Genia Blaser, lawyer for the NGO Immigrant Defense Project, reports for her part of the cases of parents arrested by the ICE after dropping their children off at school or when they came back from the laundromat.

The immigration control agency is also known for its spectacular raids on the workplaces of people it arrests.

These practices gave birth in 2018 to "Abolish ICE" ("remove the ICE"), a campaign supported by the American left and in particular by the New York elected representative Alexandria Ocasio-Cortez.

Since the election of Joe Biden, the operations carried out by the ICE have been reduced.

"We find that these practices which often lead to the separation of families still take place. But they are more discreet whereas under the presidency of Donald Trump, they were much more visible."

Security obsession and discrimination

This policy of strict, methodical and sometimes brutal immigration control has created situations that many consider inhuman.

Twenty years after the attacks of September 11, it also generates discriminatory practices vis-à-vis American citizens of Arab origin or of Muslim faith.

Faced with an all-powerful police force and opaque methods, some now feel assimilated to strangers.

Ali is 35 years old.

Born in the United States of Lebanese parents, this computer engineer sometimes wonders if he really is an American like any other.

Every time he takes a plane, his distinctly Arabic-sounding first and last name plays tricks on him.

"Since I was 18, every time I have to go through a security check, I have been systematically searched and questioned. Random checks always fall on me."

A few years ago, Ali traveled to South Carolina as part of his professional activities.

When taking the plane back to California where he resides, he is unable to finalize his check-in at an automatic kiosk.

Ali did not want his last name to be mentioned in this article.

© DR

He then goes to the counter of the airline.

The employee asks her for ID to check in and says, "It's strange, you are on a passenger watch list."

Without being able to tell him the reason.

For Ali, it's a shock.

Born in the United States, the young engineer does not understand why his name is on a special list and takes steps with DHS.

For months now, he had been surprised not to be able to register online.

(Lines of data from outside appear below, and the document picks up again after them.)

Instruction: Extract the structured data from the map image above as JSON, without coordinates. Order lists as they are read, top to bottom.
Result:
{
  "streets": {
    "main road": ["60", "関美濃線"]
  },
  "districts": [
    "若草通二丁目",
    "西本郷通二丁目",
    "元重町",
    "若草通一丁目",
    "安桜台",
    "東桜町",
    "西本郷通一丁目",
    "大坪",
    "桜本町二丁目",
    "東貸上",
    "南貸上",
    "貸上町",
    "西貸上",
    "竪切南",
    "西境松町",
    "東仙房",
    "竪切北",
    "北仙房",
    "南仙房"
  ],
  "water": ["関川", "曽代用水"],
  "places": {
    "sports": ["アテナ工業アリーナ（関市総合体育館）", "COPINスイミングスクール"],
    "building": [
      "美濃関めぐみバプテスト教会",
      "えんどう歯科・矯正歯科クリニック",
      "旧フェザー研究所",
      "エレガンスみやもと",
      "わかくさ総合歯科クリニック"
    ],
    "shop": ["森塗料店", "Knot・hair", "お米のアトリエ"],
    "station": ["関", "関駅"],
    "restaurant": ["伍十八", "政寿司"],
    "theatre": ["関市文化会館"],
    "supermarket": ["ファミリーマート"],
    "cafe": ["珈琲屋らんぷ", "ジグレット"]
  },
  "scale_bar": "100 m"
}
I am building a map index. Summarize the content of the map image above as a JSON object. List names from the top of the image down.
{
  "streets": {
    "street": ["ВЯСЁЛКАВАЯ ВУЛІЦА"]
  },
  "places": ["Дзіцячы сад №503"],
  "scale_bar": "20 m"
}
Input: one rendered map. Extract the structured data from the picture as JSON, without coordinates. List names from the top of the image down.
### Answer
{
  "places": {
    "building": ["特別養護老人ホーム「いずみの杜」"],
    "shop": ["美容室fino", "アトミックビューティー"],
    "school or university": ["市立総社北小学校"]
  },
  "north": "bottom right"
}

After months of insistence, he received no formal response, but found that he could check in again without having to report to an airline agent.

However, "at airports, random checks always, always, always on me!", He assures us.

>> To read also: "Twenty years after September 11, the wounds of American Arabs"

Naheed Samadi Bahram was born in Afghanistan.

Director of a New York organization supporting Afghan women, she describes similar experiences.

Resident since 2006, recently naturalized, she says that each time she returns to the United States after a stay abroad, she is systematically questioned in an office and treated differently from other passengers.

Naheed Samadi Bahram, director of an association helping Afghan women, in her office in the Queens neighborhood of New York, September 8, 2021. © Colin Kinniburgh, France 24

"I am a Muslim and I do not cover my hair. I have lived in the United States for 15 years and have always had the same address, I have always had a job, I have never hidden anything from the authorities. And yet, because I am Afghan and I was a refugee in Pakistan, I am entitled to different treatment from other American citizens. "

The decline in freedoms

In the United States, many denounce a phenomenon of "criminalization" of immigration and Mizue Aizeki, deputy director of the NGO Immigrant Defense Project, believes that "it is possible to return to a world where the ICE and the Internal security law would not exist. Twenty years ago, no one could have imagined that immigration officers would come to arrest, gun in hand, people coming out of a laundromat. "

His organization is campaigning for the fight against terrorism, "the war on terror" initiated by George W. Bush, to stop being used to give unlimited powers to the police force.

"By making national security and the fight against terrorism the priority of all policies, the government has restricted our individual freedoms."